Listed records »
##########
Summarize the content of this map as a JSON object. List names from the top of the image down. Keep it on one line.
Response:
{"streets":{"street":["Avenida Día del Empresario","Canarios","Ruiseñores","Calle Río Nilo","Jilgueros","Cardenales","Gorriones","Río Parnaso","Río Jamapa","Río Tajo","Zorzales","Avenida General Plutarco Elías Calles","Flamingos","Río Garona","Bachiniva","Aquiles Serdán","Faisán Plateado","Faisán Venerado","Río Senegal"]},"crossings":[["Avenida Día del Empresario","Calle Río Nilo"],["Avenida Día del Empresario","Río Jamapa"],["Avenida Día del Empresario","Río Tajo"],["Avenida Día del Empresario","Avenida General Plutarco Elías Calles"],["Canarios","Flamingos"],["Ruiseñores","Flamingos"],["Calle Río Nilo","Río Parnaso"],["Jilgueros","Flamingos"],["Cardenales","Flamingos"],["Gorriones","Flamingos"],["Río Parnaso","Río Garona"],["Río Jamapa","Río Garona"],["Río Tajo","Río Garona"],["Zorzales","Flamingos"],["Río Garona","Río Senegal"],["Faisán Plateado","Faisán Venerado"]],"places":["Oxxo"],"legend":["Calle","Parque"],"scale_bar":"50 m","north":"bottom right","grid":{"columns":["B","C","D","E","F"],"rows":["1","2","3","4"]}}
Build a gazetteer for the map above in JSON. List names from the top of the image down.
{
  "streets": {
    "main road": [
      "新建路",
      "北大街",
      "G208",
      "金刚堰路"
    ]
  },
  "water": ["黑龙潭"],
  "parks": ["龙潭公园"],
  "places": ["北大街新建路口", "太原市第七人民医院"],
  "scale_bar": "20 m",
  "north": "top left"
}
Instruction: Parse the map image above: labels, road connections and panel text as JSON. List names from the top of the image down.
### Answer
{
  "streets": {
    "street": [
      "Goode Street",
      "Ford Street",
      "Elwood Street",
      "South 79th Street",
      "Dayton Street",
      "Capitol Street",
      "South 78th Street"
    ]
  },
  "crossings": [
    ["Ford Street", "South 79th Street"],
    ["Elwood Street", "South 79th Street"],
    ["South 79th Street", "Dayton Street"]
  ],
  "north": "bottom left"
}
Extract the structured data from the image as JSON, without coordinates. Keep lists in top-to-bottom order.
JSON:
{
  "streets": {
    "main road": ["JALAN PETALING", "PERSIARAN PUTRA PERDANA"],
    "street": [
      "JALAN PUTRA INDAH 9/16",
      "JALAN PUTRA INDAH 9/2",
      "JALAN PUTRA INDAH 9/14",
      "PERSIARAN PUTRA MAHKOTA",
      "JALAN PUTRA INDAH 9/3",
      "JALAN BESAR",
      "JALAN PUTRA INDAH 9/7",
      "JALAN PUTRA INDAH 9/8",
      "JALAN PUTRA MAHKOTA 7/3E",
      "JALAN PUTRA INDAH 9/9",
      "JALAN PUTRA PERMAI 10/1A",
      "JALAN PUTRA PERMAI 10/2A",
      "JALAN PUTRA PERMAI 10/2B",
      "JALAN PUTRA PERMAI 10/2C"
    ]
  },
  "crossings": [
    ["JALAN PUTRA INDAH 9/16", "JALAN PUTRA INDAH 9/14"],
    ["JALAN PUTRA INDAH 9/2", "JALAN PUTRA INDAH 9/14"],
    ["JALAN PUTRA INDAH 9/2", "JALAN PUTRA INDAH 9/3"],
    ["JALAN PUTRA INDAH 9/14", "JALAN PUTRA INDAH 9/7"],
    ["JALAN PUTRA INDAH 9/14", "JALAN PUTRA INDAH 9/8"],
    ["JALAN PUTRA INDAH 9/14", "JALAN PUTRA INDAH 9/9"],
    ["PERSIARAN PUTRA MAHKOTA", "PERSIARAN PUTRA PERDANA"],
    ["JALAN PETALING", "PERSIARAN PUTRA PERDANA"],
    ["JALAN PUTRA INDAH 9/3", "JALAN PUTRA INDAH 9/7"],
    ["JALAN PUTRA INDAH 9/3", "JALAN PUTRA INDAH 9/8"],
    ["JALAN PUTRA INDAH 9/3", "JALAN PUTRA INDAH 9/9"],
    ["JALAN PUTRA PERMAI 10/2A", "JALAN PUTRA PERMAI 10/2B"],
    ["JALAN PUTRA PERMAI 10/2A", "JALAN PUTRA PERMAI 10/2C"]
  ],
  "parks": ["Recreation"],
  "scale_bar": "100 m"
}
##########
Show all lines in the preceding material that have "PERSIARAN" in them.

    "main road": ["JALAN PETALING", "PERSIARAN PUTRA PERDANA"],
      "PERSIARAN PUTRA MAHKOTA",
    ["PERSIARAN PUTRA MAHKOTA", "PERSIARAN PUTRA PERDANA"],
    ["JALAN PETALING", "PERSIARAN PUTRA PERDANA"],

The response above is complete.